## WHAT YOU WILL DO
Show every line of the data below that includes the word "nowrap".

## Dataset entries
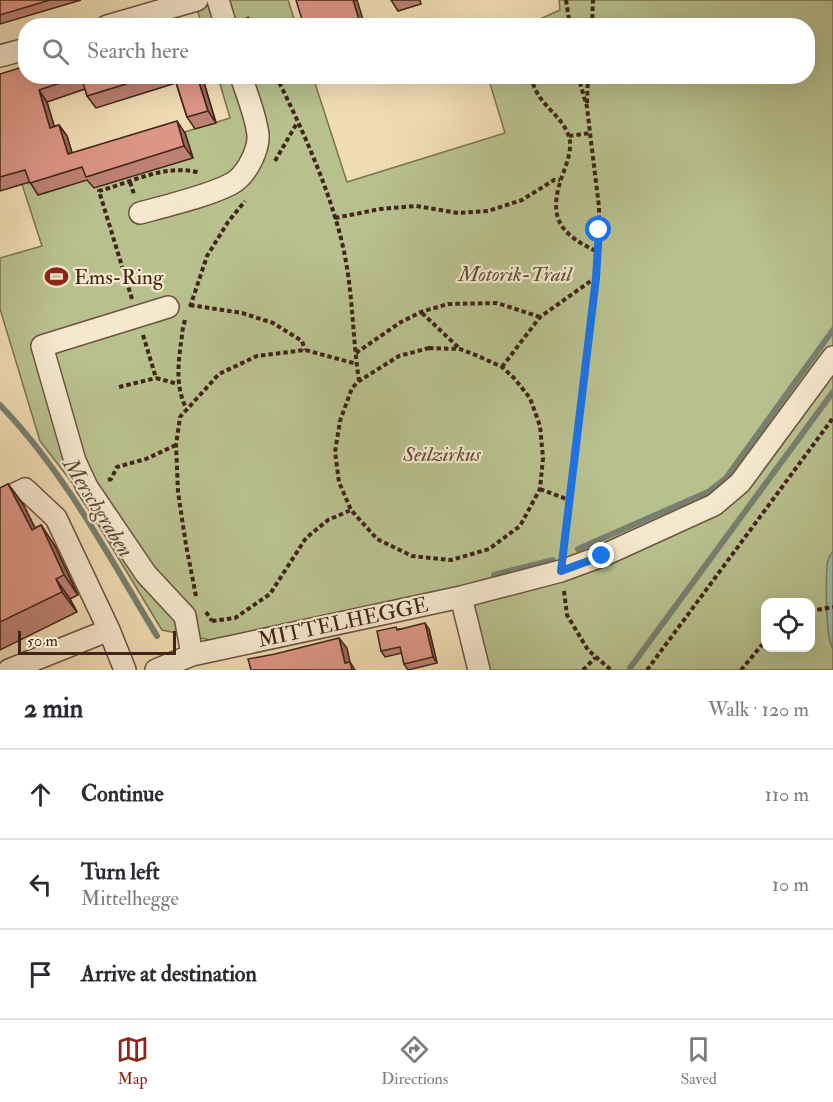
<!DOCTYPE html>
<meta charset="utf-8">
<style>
body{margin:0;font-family:"IM FELL Double Pica",serif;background:#f2f2f3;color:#2b2b33}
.controls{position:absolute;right:18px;bottom:18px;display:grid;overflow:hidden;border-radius:12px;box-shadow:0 6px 24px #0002}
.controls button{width:54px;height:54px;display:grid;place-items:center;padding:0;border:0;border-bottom:2px solid #e1e1e2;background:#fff;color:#2b2b33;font:30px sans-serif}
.scale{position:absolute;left:18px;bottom:15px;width:158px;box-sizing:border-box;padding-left:6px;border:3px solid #402518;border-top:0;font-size:16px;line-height:21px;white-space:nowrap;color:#402518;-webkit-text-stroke:4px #f5e8ce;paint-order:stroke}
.stop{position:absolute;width:18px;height:18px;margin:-14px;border:4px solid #1a73e8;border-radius:50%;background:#fff}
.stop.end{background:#1a73e8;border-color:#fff;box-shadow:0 2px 6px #0008}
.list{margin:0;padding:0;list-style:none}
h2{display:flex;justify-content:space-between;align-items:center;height:78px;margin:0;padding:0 24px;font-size:26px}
h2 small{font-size:20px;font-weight:400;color:#7c7c81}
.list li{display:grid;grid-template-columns:39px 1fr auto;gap:18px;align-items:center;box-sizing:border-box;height:90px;padding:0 24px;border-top:2px solid #e1e1e2}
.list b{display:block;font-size:22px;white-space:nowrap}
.list p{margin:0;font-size:20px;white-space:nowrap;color:#7c7c81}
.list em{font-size:20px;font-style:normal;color:#7c7c81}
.icon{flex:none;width:33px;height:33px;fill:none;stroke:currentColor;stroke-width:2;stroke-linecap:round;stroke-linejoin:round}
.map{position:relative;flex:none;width:833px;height:670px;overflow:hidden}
.search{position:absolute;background:#fff;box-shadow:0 6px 24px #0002;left:18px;right:18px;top:18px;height:66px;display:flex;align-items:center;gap:15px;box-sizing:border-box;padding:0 21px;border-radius:24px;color:#7c7c81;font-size:22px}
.sheet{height:348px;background:#fff}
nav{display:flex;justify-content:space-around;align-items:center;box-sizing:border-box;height:84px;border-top:2px solid #e1e1e2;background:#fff;font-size:16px;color:#7c7c81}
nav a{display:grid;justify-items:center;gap:3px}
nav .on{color:#8f2418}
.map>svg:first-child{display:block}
</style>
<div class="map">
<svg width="833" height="670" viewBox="0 0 833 670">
<rect width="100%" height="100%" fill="#f0dcb4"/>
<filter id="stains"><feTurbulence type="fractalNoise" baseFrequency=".00333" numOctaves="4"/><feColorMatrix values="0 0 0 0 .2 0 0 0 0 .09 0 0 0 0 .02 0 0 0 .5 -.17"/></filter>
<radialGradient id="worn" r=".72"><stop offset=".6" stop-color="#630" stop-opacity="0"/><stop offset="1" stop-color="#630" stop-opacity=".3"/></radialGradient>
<path fill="#b8c08e" stroke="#7c7253" stroke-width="1.5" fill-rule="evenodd" d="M225,0H288L296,25H202L197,9Z
M559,0H833V670H485L466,586L215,641L162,630L74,485L40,441L0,309V258L42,246L18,172L78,165L230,118L218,77H313L347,182L505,133L488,77L808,76V26L527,25L560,10ZM766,602H810V648H766Z"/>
<path fill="#9bbca9" stroke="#77806f" stroke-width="1.5" d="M833,551V649C825,636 826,580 827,564C828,559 830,555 833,551Z"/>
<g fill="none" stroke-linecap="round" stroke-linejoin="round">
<path stroke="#77806f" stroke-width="6" d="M0,405C65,472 109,557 157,636
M578,549L708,492L726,478L833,330
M494,575L553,560
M630,668L833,392"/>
<defs>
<path id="minor" d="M218,0L226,26
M107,26L197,0
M0,56L26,49
M140,213C162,207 221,193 237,180C248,171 259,149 258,135C256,116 247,95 241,76
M168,307L42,346L75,461L87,487L146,574L185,616L192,655
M0,501L25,489L56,518L109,630L125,670
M461,597L479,670
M9,670L109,630
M156,670L192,655L461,597L561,571L602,556L714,505L740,483L833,357"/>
</defs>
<use href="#minor" stroke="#6c533f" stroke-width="24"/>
<path stroke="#402518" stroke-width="4" stroke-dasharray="4.5 3" stroke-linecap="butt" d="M566,0L570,26
M247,17L251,26
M592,26L593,0
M276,76C303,130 336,203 346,262C353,301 353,341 359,381
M532,76C533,101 560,113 568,134C573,145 568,160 564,171C548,213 555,232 596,251
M587,103L588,76
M569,136L590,133
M275,161L297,123
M130,182L134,194
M335,218L380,209L416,206L458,213L488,211L522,200L554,180H560
M132,299L99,191C132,182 167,163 200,173
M190,305L242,313L273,323L302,341L305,350
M190,307L207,256L228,222L245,201
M422,313L460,349
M185,320L183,327C180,355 173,381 186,408
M143,335L156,378L178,384
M429,348L460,349L478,356L502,367L514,378L530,398L540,426L543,458L540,489L520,526L489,549L451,560L412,556L377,539L351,510L339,482L335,452L340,421L352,388L359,381L399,356Z
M356,353L401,322L421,312L448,304L497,303L540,317
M502,367L540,317L595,278
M119,387L156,378
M108,480L111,479L117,467L146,459L176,445
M540,489L569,500
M563,548L595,278L599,229V207L590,133L587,107L578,76
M564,591L567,615L588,650L611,670
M196,596L186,545L178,492L176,445L180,417L219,374L257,356L305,350L357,364
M810,611L833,607
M206,612L212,621
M212,621L235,618L270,594L306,538L328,520L351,510
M583,670L595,658
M647,670L833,418
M741,670L766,640"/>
<use href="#minor" stroke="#f5e8ce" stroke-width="21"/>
</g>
<path fill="#bd8173" stroke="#402518" stroke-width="1.5" d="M0,0H81L0,24Z
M391,0H420L421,4L398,11Z
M0,74L26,76H202L216,123L195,129L187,117L176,83L96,108L87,96L85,89L47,102L54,126L59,125L67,136L72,153L185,133L193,158L94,188L87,180L38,195L30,182L0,191Z
M8,484L23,504L35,528L41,525L55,546L78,595L70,599L77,612L0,650V488Z
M398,629H429L437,663L408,670L404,664L402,653L385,657L381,651Z"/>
<path fill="#9a695e" stroke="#402518" stroke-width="1.5" d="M353,0H357L365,26H361Z
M197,76H202L216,123L208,111Z
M39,90L47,102L58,139L50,128Z
M177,121L185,133L193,158L184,146Z
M59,125L67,136L76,166L68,154Z
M8,484L23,504L46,550L32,530Z
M41,525L55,546L78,595L64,575Z
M56,579L70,599L77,612L62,592Z
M425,623L429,629L437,663L433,657Z
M339,638L347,648L350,662L355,670H351L345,663Z"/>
<path fill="#dc9686" stroke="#402518" stroke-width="1.5" d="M0,0H50L0,15Z
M296,0H353L361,26H304Z
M26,66V76H81L39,90L50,128L59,125L68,154L177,121L184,146L86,177L82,167L30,183L25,170L0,177V74Z
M81,76H152L87,96Z
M174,76H197L208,111L187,117Z
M8,484L32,530L41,525L64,575L56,579L62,592L0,622V488Z
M425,623L433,657L404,664L400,647L381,651L377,631L396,627L397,630Z
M339,638L345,663L350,662L352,670H251L248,659L275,654Z"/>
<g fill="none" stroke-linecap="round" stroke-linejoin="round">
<path stroke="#1a73e8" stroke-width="8" d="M599,230L596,278L561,571L602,556"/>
</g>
<defs>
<symbol id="stadium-bare" viewBox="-9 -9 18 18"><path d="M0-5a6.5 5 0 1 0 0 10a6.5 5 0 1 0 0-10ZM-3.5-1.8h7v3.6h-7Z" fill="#8f2418" stroke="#f5e8ce" stroke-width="2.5" paint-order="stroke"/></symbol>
</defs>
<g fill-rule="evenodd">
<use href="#stadium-bare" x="40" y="260" width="33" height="33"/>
</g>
<g text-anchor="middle" stroke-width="4.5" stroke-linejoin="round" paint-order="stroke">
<g font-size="21" font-style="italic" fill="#5e4c36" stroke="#f5e8ce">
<text x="515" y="281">Motorik-Trail</text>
<text x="442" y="461">Seilzirkus</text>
</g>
<g font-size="21" fill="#402518" stroke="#f5e8ce" text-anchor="start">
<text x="74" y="284">Ems-Ring</text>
</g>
<g font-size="21" fill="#402518" stroke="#f5e8ce">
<text transform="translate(343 622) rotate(-12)" y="7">MITTELHEGGE</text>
</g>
<g font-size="22" font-style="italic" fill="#574b3c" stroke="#f5e8ce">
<text transform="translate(99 507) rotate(58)" y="8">Merschgraben</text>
</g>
</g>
<rect width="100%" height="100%" filter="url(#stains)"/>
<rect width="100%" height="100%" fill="url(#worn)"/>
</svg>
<div class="controls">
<button><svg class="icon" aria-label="locate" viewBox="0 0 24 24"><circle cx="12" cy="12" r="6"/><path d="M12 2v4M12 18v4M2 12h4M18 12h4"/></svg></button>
</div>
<div class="scale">50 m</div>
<div class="stop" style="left:599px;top:230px"></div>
<div class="stop end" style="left:602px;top:556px"></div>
<div class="search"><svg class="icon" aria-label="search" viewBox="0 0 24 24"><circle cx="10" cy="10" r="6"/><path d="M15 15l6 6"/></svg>Search here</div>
</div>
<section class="sheet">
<h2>2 min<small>Walk · 120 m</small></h2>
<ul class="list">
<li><svg class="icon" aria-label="ahead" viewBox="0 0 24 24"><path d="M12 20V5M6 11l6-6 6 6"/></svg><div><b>Continue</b></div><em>110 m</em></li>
<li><svg class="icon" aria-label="left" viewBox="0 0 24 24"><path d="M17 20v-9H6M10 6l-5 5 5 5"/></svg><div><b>Turn left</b><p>Mittelhegge</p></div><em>10 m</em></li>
<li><svg class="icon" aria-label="arrive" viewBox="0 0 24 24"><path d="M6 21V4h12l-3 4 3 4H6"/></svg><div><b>Arrive at destination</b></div></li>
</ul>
</section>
<nav>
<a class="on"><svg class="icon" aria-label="map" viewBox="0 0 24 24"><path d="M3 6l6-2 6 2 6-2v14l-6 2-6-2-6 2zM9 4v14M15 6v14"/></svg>Map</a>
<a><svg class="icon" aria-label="directions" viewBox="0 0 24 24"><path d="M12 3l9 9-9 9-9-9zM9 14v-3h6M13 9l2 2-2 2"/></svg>Directions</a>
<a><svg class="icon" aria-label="saved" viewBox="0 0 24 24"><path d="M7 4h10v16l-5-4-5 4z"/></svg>Saved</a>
</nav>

## OUTPUT OF THE TASK
.scale{position:absolute;left:18px;bottom:15px;width:158px;box-sizing:border-box;padding-left:6px;border:3px solid #402518;border-top:0;font-size:16px;line-height:21px;white-space:nowrap;color:#402518;-webkit-text-stroke:4px #f5e8ce;paint-order:stroke}
.list b{display:block;font-size:22px;white-space:nowrap}
.list p{margin:0;font-size:20px;white-space:nowrap;color:#7c7c81}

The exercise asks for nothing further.